• [Assignment]: Write out the data below in full. Keep it exact.
+ + +
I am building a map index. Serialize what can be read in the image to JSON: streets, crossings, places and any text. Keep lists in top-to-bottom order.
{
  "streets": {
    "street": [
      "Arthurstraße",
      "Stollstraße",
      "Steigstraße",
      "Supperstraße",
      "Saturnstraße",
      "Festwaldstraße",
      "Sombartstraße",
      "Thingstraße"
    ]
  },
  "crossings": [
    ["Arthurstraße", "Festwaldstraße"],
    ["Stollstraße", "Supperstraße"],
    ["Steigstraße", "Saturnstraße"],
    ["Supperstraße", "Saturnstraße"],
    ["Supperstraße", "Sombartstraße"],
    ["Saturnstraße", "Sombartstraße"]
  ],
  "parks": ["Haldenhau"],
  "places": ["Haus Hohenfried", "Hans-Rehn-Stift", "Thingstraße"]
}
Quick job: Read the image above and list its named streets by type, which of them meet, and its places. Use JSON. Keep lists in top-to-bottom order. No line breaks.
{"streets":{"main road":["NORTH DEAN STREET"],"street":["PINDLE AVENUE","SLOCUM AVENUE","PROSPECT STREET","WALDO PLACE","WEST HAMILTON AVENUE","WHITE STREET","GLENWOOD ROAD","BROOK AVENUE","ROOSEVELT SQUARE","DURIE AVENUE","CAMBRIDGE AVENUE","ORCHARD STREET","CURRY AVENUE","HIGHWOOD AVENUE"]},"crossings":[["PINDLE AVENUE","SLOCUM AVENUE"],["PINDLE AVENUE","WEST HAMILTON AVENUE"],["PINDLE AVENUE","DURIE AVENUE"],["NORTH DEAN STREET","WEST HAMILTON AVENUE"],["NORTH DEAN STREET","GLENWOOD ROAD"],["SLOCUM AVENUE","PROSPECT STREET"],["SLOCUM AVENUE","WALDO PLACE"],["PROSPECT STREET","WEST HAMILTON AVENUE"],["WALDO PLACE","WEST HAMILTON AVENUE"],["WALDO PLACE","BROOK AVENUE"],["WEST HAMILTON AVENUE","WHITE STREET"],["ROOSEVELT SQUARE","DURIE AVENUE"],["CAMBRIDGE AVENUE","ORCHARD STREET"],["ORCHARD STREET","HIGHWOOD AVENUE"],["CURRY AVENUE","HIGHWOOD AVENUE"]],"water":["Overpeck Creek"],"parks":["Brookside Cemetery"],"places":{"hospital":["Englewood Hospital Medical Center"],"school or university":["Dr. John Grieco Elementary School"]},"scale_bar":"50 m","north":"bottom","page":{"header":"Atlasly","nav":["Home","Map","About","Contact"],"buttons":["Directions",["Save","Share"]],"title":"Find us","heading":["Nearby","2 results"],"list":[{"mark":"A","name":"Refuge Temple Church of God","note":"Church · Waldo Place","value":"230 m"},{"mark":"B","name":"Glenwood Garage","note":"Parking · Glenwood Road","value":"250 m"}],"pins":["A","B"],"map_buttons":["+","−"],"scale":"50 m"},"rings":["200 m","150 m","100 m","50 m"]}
+ + +
• [Exercise result]:
I am building a map index. Serialize what can be read in the image to JSON: streets, crossings, places and any text. Keep lists in top-to-bottom order.
{
  "streets": {
    "street": [
      "Arthurstraße",
      "Stollstraße",
      "Steigstraße",
      "Supperstraße",
      "Saturnstraße",
      "Festwaldstraße",
      "Sombartstraße",
      "Thingstraße"
    ]
  },
  "crossings": [
    ["Arthurstraße", "Festwaldstraße"],
    ["Stollstraße", "Supperstraße"],
    ["Steigstraße", "Saturnstraße"],
    ["Supperstraße", "Saturnstraße"],
    ["Supperstraße", "Sombartstraße"],
    ["Saturnstraße", "Sombartstraße"]
  ],
  "parks": ["Haldenhau"],
  "places": ["Haus Hohenfried", "Hans-Rehn-Stift", "Thingstraße"]
}
Quick job: Read the image above and list its named streets by type, which of them meet, and its places. Use JSON. Keep lists in top-to-bottom order. No line breaks.
{"streets":{"main road":["NORTH DEAN STREET"],"street":["PINDLE AVENUE","SLOCUM AVENUE","PROSPECT STREET","WALDO PLACE","WEST HAMILTON AVENUE","WHITE STREET","GLENWOOD ROAD","BROOK AVENUE","ROOSEVELT SQUARE","DURIE AVENUE","CAMBRIDGE AVENUE","ORCHARD STREET","CURRY AVENUE","HIGHWOOD AVENUE"]},"crossings":[["PINDLE AVENUE","SLOCUM AVENUE"],["PINDLE AVENUE","WEST HAMILTON AVENUE"],["PINDLE AVENUE","DURIE AVENUE"],["NORTH DEAN STREET","WEST HAMILTON AVENUE"],["NORTH DEAN STREET","GLENWOOD ROAD"],["SLOCUM AVENUE","PROSPECT STREET"],["SLOCUM AVENUE","WALDO PLACE"],["PROSPECT STREET","WEST HAMILTON AVENUE"],["WALDO PLACE","WEST HAMILTON AVENUE"],["WALDO PLACE","BROOK AVENUE"],["WEST HAMILTON AVENUE","WHITE STREET"],["ROOSEVELT SQUARE","DURIE AVENUE"],["CAMBRIDGE AVENUE","ORCHARD STREET"],["ORCHARD STREET","HIGHWOOD AVENUE"],["CURRY AVENUE","HIGHWOOD AVENUE"]],"water":["Overpeck Creek"],"parks":["Brookside Cemetery"],"places":{"hospital":["Englewood Hospital Medical Center"],"school or university":["Dr. John Grieco Elementary School"]},"scale_bar":"50 m","north":"bottom","page":{"header":"Atlasly","nav":["Home","Map","About","Contact"],"buttons":["Directions",["Save","Share"]],"title":"Find us","heading":["Nearby","2 results"],"list":[{"mark":"A","name":"Refuge Temple Church of God","note":"Church · Waldo Place","value":"230 m"},{"mark":"B","name":"Glenwood Garage","note":"Parking · Glenwood Road","value":"250 m"}],"pins":["A","B"],"map_buttons":["+","−"],"scale":"50 m"},"rings":["200 m","150 m","100 m","50 m"]}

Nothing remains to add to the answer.